Based on the response, the MoEFCC realized that a more insightful amendment could be brought into force which will also include “elements such as the provision of graded penalty, removing difficulties in trade and transit of forest products across States, or across national borders to encourage forest sector economic growth in the country, encouraging especially non-government actors/ private sector/ civil society/ individuals to take up afforestation/tree planting and/or to develop/manage private forest on non-forest lands on their own, and incorporating pragmatic legal provisions already made in State forest laws and State amendments in the Indian Forest Act so &at all States benefit similarly.”

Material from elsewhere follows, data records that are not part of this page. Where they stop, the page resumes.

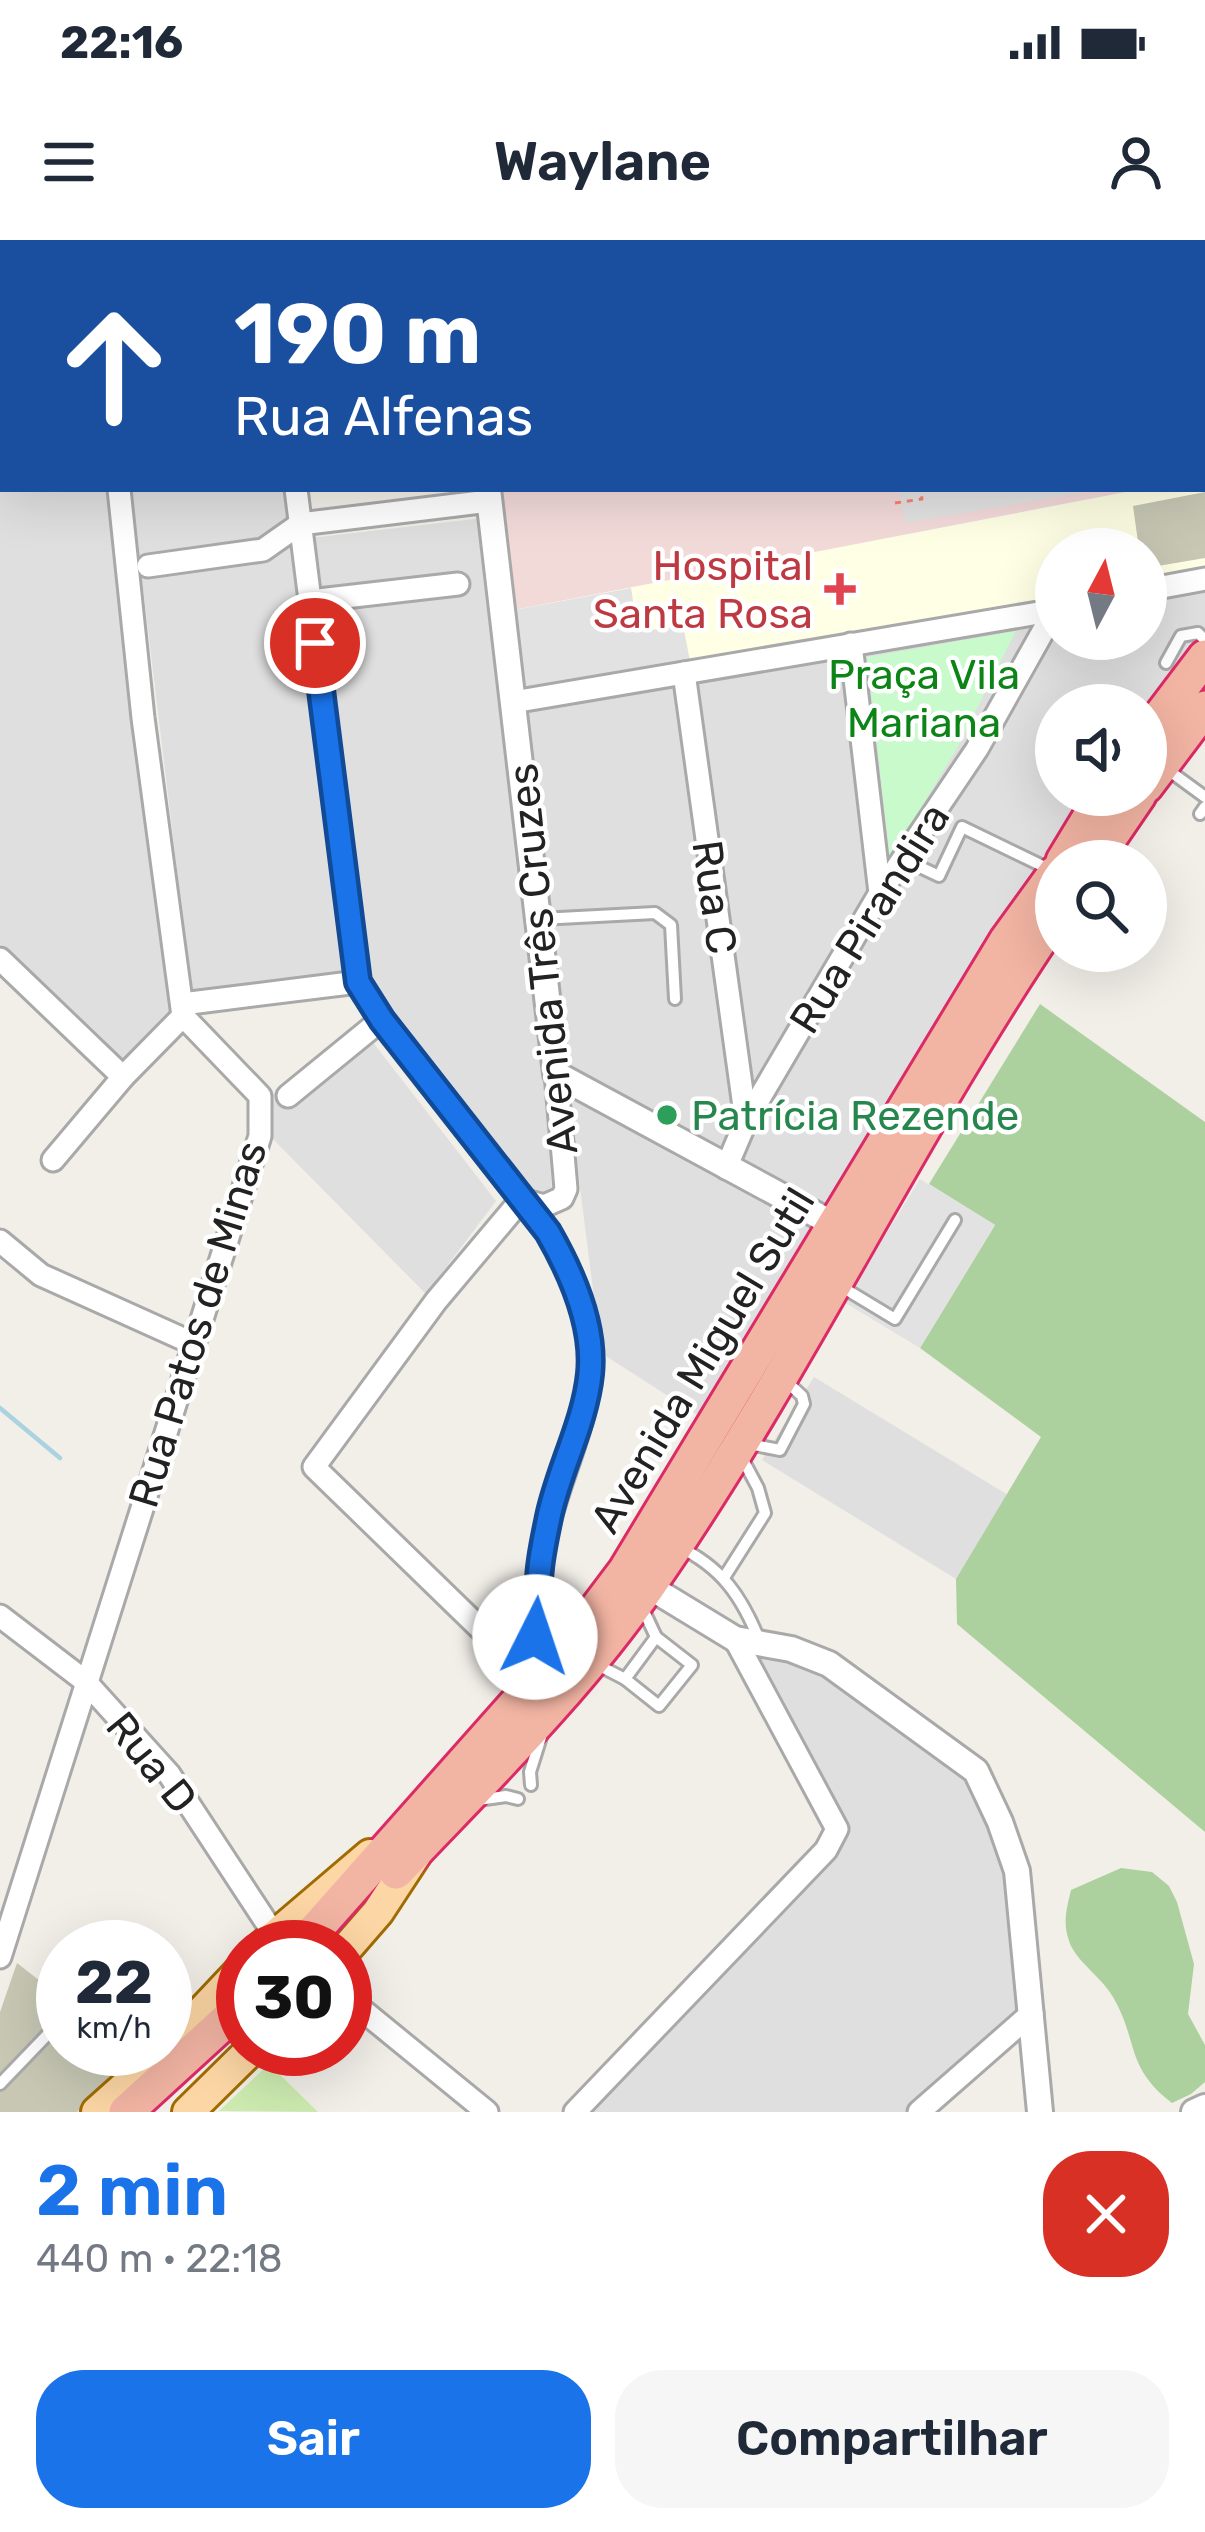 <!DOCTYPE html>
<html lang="pt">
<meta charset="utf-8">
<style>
:root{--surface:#fff;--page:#f6f6f7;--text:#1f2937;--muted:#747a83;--accent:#1a73e8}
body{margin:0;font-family:Rubik,sans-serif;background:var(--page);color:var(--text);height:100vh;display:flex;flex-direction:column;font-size:45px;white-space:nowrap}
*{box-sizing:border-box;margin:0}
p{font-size:39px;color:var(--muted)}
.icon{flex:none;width:66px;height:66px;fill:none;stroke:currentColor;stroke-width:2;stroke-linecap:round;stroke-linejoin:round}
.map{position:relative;height:1872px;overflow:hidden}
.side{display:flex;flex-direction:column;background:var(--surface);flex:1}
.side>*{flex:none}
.hud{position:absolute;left:0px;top:0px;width:1206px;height:252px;box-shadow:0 12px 48px #0002;background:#1a4fa0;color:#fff;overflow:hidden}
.needle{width:78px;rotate:7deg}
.controls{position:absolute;left:1035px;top:288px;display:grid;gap:24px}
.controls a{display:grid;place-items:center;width:132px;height:132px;border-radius:50%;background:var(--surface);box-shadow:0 12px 48px #0002;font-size:60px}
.speed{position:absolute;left:36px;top:1680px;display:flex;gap:24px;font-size:60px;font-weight:700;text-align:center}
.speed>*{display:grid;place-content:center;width:156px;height:156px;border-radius:50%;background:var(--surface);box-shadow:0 12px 48px #0002;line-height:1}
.speed small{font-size:30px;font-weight:400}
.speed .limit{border:18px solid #d22;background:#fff;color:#111}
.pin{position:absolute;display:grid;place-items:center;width:102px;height:102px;color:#fff;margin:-51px;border:6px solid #fff;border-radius:50%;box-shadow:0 3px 12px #0007}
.me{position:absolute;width:132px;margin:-66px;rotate:4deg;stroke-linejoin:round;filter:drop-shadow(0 0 9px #0008)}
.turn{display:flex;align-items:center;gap:42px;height:252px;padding:0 36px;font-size:54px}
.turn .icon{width:156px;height:156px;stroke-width:2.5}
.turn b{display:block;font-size:84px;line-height:102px}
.round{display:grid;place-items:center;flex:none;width:126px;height:126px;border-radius:48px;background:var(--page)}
.headline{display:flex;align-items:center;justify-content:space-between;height:204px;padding:0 36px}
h1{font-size:72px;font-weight:600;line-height:90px;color:var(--accent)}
.button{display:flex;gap:24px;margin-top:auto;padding:24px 36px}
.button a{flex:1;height:138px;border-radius:48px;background:var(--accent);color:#fff;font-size:48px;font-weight:600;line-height:138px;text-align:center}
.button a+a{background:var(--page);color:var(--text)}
.status{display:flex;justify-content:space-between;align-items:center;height:84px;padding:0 60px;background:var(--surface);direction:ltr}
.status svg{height:33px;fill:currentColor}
header{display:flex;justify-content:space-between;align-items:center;height:156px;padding:0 36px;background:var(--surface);font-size:54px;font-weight:600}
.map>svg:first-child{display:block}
.residential{fill:#e0dfdf}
.commercial{fill:#f2dad9}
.education{fill:#ffffe5}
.construction{fill:#c7c7b4}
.grass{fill:#cdebb0}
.forest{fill:#add19e}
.park{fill:#c8facc}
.parking{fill:#e2e2e2}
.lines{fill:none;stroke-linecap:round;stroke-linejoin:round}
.stream{stroke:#aad3df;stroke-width:4.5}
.service-casing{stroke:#a9a9a9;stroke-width:16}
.minor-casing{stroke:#a9a9a9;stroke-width:27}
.tertiary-casing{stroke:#a9a9a9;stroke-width:30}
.primary-casing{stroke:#a06b00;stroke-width:36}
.trunk-casing{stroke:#dc2a67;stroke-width:39}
.path{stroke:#fa8072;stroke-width:3;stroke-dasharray:6 6;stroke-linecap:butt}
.service{stroke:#fff;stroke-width:10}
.minor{stroke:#fff;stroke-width:21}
.tertiary{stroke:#fff;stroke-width:24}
.primary{stroke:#fcd6a4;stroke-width:30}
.trunk{stroke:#f2b4a3;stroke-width:33}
.route-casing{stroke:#114b97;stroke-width:30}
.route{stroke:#1a73e8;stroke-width:21}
.health-dot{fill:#e0444e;stroke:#fff;stroke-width:4.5}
.leisure-dot{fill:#2e9e5b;stroke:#fff;stroke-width:4.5}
.labels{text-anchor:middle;stroke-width:9;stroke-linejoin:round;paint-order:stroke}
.health-label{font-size:42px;fill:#be3a42;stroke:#fff;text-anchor:end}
.park-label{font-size:42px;fill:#0c8416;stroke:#fff}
.street-label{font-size:42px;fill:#222;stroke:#fff}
.leisure-label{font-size:42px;fill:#27864d;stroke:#fff;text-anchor:start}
</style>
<div class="status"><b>22:16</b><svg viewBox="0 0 49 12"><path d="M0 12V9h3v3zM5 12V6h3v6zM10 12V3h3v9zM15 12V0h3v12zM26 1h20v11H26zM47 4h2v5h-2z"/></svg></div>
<header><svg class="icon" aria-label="menu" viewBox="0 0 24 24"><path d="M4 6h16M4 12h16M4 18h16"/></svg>Waylane<svg class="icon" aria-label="person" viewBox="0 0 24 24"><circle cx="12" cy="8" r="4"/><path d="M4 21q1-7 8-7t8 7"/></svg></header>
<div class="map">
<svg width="1205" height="1872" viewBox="0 0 1205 1872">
<rect width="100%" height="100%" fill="#f2efe9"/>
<g class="residential">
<path d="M0,0H79L3,3V249H109L170,771L121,826L0,704Z"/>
<path d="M131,249H287L347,736L192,754Z"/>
<path d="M483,278L543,818L552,952L535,960L369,745L310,298Z"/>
<path d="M1205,332V443L1146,520V465H1056V555H1120L726,1193L601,1113L517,450L1056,357V399H1146V342Z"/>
<path d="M361,787L496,961L426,1054L268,894L273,854Z"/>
<path d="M814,1137L1008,1255L956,1339L762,1220Z"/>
<path d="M750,1411L777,1416L821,1431L967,1539L991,1581L1005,1628L1020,1771L907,1872H585L851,1589Z"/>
</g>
<path class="commercial" d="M496,249H1141L509,371Z"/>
<path class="education" d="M1203,240L1205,331L1146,341V309H1056V357L517,450L509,371L1142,249H1203Z"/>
<g class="construction">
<path d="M1205,252V318L1146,328V309H1139L1133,266Z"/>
<path d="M17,1723L63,1759V1809H129L140,1817L77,1872H0V1772Z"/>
</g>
<path class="grass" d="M269,1824L318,1872L219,1871Z"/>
<g class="forest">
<path d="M864,0H1080L1075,3Z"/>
<path d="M1040,764L1205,882V1592L957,1384L956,1339L1041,1197L920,1108L995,985L929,944Z"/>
<path d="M1121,1628L1152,1632L1169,1646L1177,1662L1194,1724L1188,1774L1205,1805V1842L1191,1854L1172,1863C1125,1827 1139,1802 1113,1757C1102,1738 1080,1724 1071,1706C1062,1685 1066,1671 1071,1650Z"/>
</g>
<path class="park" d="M1016,391L957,508L890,619L867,417Z"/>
<g class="parking">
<path d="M899,249H1100L906,283Z"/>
<path d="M631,348L638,392L683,385L690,421L517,450L509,371Z"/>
<path d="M920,939L995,985L920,1108L844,1062Z"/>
</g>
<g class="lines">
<path class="stream" d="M0,1168L60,1218"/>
<g class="service-casing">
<g id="service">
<path d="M1203,99H1205"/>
<path d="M1203,188L1205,187"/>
<path d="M1166,423L1181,396L1198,393L1205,400"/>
<path d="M1164,527L1205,557"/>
<path d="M1200,574L1205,567"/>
<path d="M901,618L939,636L962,587L1053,631"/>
<path d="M540,679L655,673L671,685L675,759"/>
<path d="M837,1044L895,1079L955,980"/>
<path d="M749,1204L780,1210L804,1164L802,1156L786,1141"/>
<path d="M677,1306C722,1327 742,1357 760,1402"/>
<path d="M725,1336L765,1273L758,1248L742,1218"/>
<path d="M594,1423L625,1439L656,1397L642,1367"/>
<path d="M625,1439L659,1466L692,1425L656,1397"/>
<path d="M531,1545L530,1532L541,1497"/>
<path d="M478,1560L506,1556L518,1559"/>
<path d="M0,1844L49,1793"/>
</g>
</g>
<g class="minor-casing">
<g id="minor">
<path d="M92,0L93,3"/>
<path d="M265,0L266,3"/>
<path d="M296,249L358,742L381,780L548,992C571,1032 594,1085 590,1132C584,1213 530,1283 542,1367L576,1396"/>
<path d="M148,326L263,310L300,284L489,261"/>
<path d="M1146,350L1205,339"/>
<path d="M310,361L458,344"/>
<path d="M851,404L880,653"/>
<path d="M684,433L746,881"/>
<path d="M513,462L1056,370"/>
<path d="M0,719L123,837"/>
<path d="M182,764L358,742"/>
<path d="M288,856L381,780"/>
<path d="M53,920L123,837L183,776"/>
<path d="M726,928L746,881L880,653L977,509L1055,370"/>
<path d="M521,960L436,1061L314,1227L491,1399L507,1407L535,1397L568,1405"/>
<path d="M522,960L544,966L562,958L566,949L556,834"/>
<path d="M0,1001L41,1035L192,1103"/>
<path d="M0,1376L85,1441L169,1534L274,1694"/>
<path d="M0,1717L260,896V856L183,776L143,478L119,249"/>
<path d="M345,1756L487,1872"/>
<path d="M575,1872L826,1610L837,1589L735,1399"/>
<path d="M919,1872L1032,1773"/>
</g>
</g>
<g class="tertiary-casing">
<g id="tertiary">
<path d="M454,0V3"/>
<path d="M488,249L556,834L837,986"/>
<path d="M648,1346L735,1399L791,1409L829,1424L976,1531L1000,1582L1017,1631L1040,1872"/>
<path d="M1194,1872L1205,1867"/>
</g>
</g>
<g class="primary-casing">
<g id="primary">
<path d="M262,1707L370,1615"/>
<path d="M345,1710L378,1672L416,1614"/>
<path d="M97,1872L163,1813L243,1728"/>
<path d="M188,1872L252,1809"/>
</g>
</g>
<g class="trunk-casing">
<g id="trunk">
<path d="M1146,495L1205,417"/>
<path d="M1146,546L1205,468"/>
<path d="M1063,621L1103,555"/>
<path d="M1094,621L1139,555"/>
<path d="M396,1632C484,1539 576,1450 649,1345C798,1131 909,892 1056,676"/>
<path d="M300,1707L576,1396L625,1331L1006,701L1056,632"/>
<path d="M126,1872L243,1765"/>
</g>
</g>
<path class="path" d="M895,263L922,259L920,249"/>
<use href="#service" class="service"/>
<use href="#minor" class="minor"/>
<use href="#tertiary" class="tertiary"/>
<use href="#primary" class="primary"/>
<use href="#trunk" class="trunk"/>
</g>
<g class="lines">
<g class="route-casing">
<path id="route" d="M315,403L358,742L382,780L548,992C571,1032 595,1086 590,1134C585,1183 559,1229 549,1277C545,1297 539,1322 539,1342C538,1363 540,1376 535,1397"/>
</g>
<use href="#route" class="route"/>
</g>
<path class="health-dot" d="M834 331h12v12h12v12h-12v12h-12v-12h-12v-12h12z"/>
<circle class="leisure-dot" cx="667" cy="875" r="12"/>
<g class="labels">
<g class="health-label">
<text x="813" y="340">Hospital<tspan x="813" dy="48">Santa Rosa</tspan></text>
</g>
<g class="park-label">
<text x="924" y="449">Praça Vila<tspan x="924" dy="48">Mariana</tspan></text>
</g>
<g class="street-label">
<text transform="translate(715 657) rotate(82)" y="15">Rua C</text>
<text transform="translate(869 678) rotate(-58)" y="15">Rua Pirandira</text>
<text transform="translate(542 719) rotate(-96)" y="15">Avenida Três Cruzes</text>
<text transform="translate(197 1084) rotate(-73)" y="15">Rua Patos de Minas</text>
<text transform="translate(702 1120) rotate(-59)" y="15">Avenida Miguel Sutil</text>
<text transform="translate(152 1522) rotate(51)" y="15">Rua D</text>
</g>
<g class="leisure-label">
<text x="691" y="890">Patrícia Rezende</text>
</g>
</g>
</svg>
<div class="controls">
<a><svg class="needle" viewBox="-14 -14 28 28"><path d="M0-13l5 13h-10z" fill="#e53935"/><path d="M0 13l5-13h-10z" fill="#747a83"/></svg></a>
<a><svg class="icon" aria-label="sound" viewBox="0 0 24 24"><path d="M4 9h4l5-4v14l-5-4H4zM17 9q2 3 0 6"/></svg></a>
<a><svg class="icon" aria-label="search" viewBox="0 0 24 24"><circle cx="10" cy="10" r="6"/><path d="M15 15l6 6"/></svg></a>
</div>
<div class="speed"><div>22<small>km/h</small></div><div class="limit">30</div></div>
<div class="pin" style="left:315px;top:403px;background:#d93025"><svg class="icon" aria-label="arrive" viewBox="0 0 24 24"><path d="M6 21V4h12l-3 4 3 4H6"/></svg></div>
<svg class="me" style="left:535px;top:1397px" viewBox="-20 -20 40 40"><circle r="19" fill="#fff"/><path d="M0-13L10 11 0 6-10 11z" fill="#1a73e8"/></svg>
<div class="hud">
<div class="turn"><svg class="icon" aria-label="ahead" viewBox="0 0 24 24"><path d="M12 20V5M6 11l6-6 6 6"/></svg><div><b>190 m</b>Rua Alfenas</div></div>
</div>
</div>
<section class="side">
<div class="headline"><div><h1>2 min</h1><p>440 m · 22:18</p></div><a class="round" style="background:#d93025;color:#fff"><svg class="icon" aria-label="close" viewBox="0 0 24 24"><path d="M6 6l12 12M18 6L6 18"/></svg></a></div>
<div class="button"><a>Sair</a><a>Compartilhar</a></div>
</section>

Hence, on March 7, 2019, the MoEFCC released its first descriptive draft for the proposed changes in the Indian Forest Act of 1927 which was soon withdrawn by the government on November 15, 2019, through the announcement of the Minister of environment, forest and climate change, Prakash Javedkar.
Javedkar said, that this draft was not meant to be for the amendment of the law and people have misunderstood the meaning of the draft.
He added, “Eleven states have created their forest laws. A study was done to see if these laws can be improved. But people thought this study was the government’s draft to amend the Indian Forest Act. The government has no such intention.”
The government has been talking about bringing these amendments for quite a long time now. In 2014, the government formed a higher-level committee led by former cabinet secretary T.S.R Subramanian.
This committee would have been responsible for bringing changes to the six important laws of the country.
According to an article published in Mongabay India, they prepared a detailed report however, due to massive protests as it was accused of harming the interests of the forest dwellers and in support of the privatization, no further action was taken upon it.
Experts have been always hesitant about these amendments of the Indian Forest Act of 1927. Kanchi Kohli, legal researcher at, Centre for Policy Research said, “The IFA has a 100-year legacy. It has shaped the ownership, access to, and distribution of forests and forest produce.
It also manifests itself in the political contestations between various government departments, the forest bureaucracy, holders of forest rights, and forest workers.
Its amendment is as much about reconciling law as it is about realigning power equations.”
She believes that there is no need to change the structure of the IFA and it won’t do justice also.
“Any process to amend the IFA has to move away from the hierarchies of the past and understand the conservation challenges of the future, including that of climate change,” Kohli added.
The proposal is to be submitted at the Reception Of the Indira Paryavaran Bhawan, New Delhi before the 2nd of July, 2021. The offer will be valid for three months in the beginning and can extend later specifies the EOI.